Aksyonov argues exactly the opposite. For him, "If America was unified along Soviet or Iranian lines, it would no longer be America. It must therefore instill in its population a passionate desire to defend its multiplicity, its ferment, its intellectual and aesthetic waverings." He doesn't mince words in his conclusion:

Let me call a spade a spade: the anti-Americans of this world—Gabriel García Márquez included—are enemies of freedom and friends of a global concentration camp. The paradox of it all is that to remain what it is America must defend even its own anti-Americans.

Another "paradox of it all" (I would add) is that the first of the sentences quoted above has a rather right-wingish ring to it, while the second would probably be criticized as too liberal, if not leftist, by a good half of Aksyonov's fellow Eastern European exiles. Aksyonov's book should be compared with Solzhenitsyn's famous Harvard speech, or with Zinoviev's Homo Sovieticus.

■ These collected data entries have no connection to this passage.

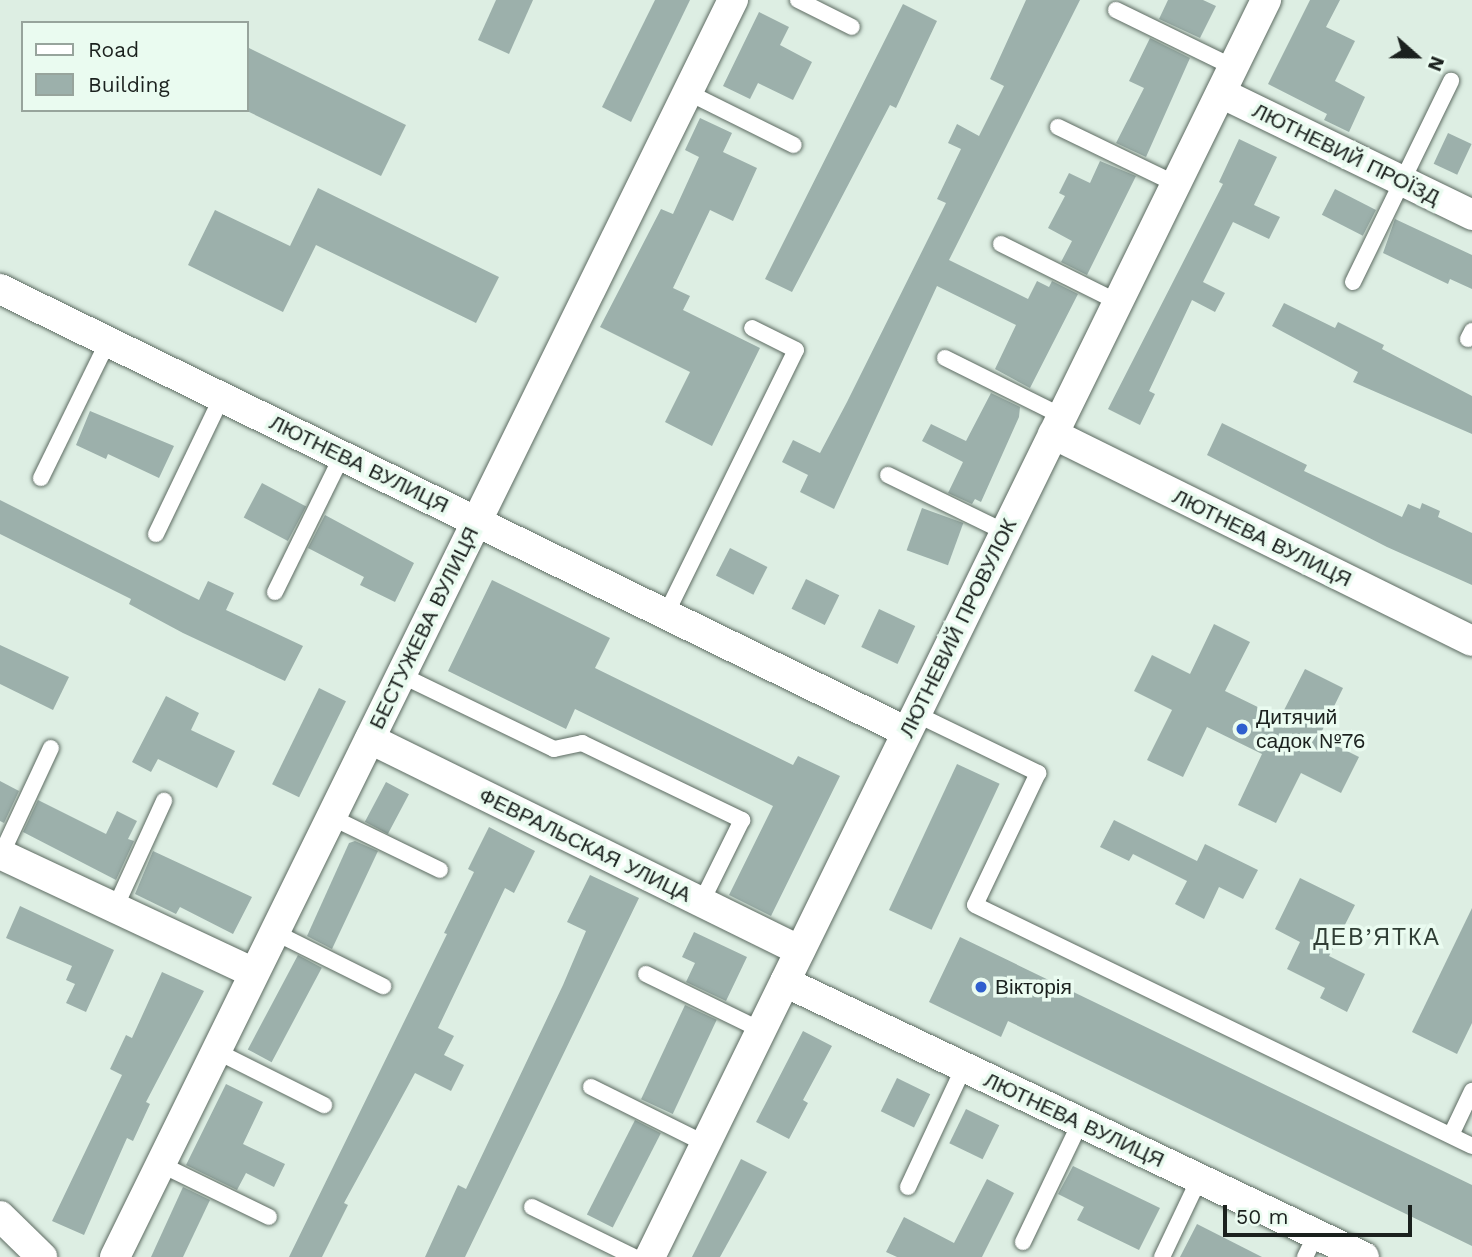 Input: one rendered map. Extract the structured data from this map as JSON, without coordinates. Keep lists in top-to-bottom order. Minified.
{"streets":{"street":["ЛЮТНЕВИЙ ПРОЇЗД","ЛЮТНЕВА ВУЛИЦЯ","БЕСТУЖЕВА ВУЛИЦЯ","ЛЮТНЕВИЙ ПРОВУЛОК","ФЕВРАЛЬСКАЯ УЛИЦА"]},"crossings":[["ЛЮТНЕВИЙ ПРОЇЗД","ЛЮТНЕВИЙ ПРОВУЛОК"],["ЛЮТНЕВА ВУЛИЦЯ","БЕСТУЖЕВА ВУЛИЦЯ"],["ЛЮТНЕВА ВУЛИЦЯ","ЛЮТНЕВИЙ ПРОВУЛОК"],["БЕСТУЖЕВА ВУЛИЦЯ","ФЕВРАЛЬСКАЯ УЛИЦА"],["ЛЮТНЕВИЙ ПРОВУЛОК","ФЕВРАЛЬСКАЯ УЛИЦА"]],"districts":["ДЕВ’ЯТКА"],"places":["Дитячий садок №76","Вікторія"],"legend":["Road","Building"],"scale_bar":"50 m","north":"right"} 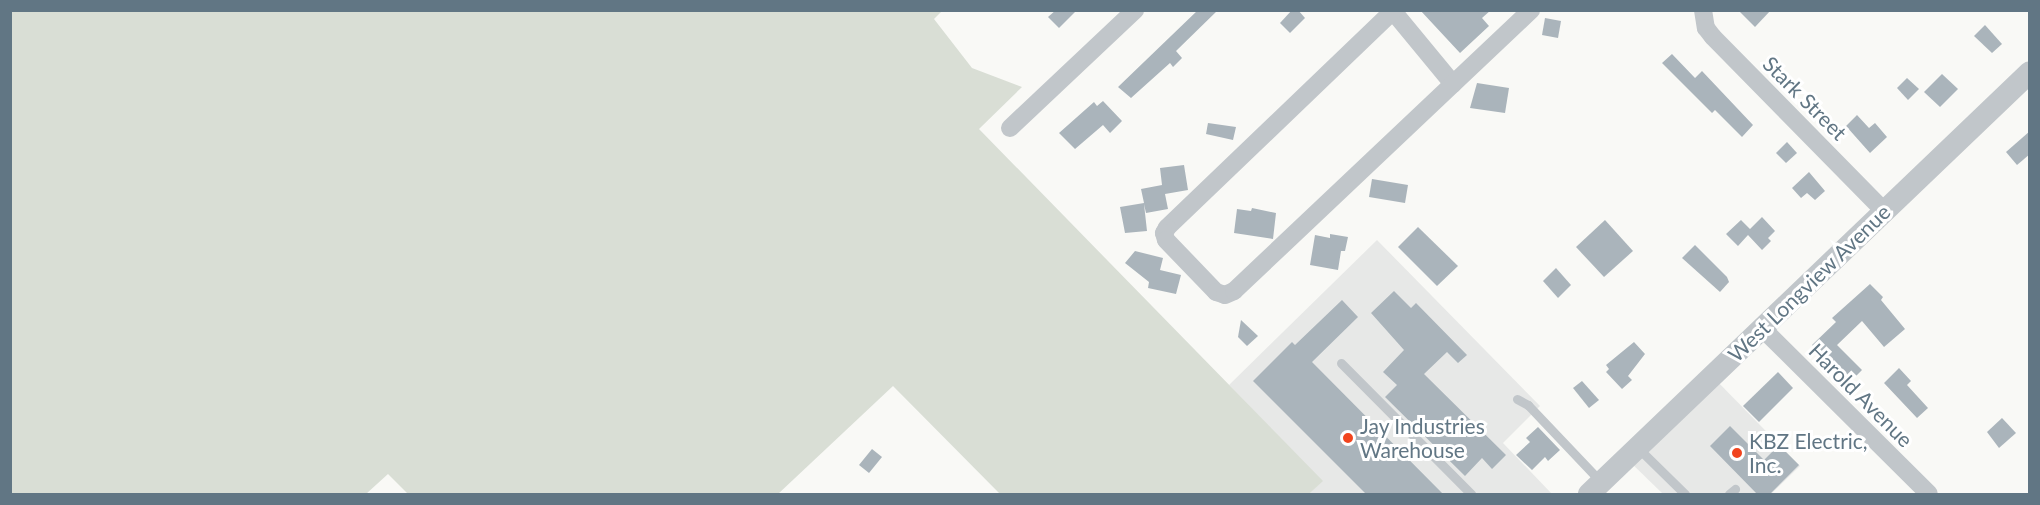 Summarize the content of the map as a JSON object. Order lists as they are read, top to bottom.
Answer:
{
  "streets": {
    "street": ["Stark Street", "West Longview Avenue", "Harold Avenue"]
  },
  "crossings": [
    ["Stark Street", "West Longview Avenue"],
    ["West Longview Avenue", "Harold Avenue"]
  ],
  "places": ["Jay Industries Warehouse", "KBZ Electric, Inc."]
}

Their differences aside, Solzhenitsyn and Zinoviev share the notion that the very premises of democracy are the cause of its ultimate weakness, its ineffectuality in the struggle against totalitarianism. Aksyonov, by contrast, represents a position far more akin to Western values, far more supportive of them.

Which comes as no surprise, if you consider his background. His youthful cult of America in the Moscow of the '50s—when, as he notes, jazz was America's secret weapon, and the pro-Western stateniks emerged as the first Soviet dissidents—seems to lead directly into his present situation as a Russian writer who makes his home in Washington, D.C. To return to Pnin, there is a scene in which the hero says in his funny accent: "In two-three years I will also be taken for an American," and every American present roars with laughter. When Aksyonov declares in his final chapter: "Now I am … almost an American myself," we are compelled to take his words, accent or no accent, at face value—and, at the same time, to hope that he will never give up that "almost," which, for both the writer and his readers, makes all the difference.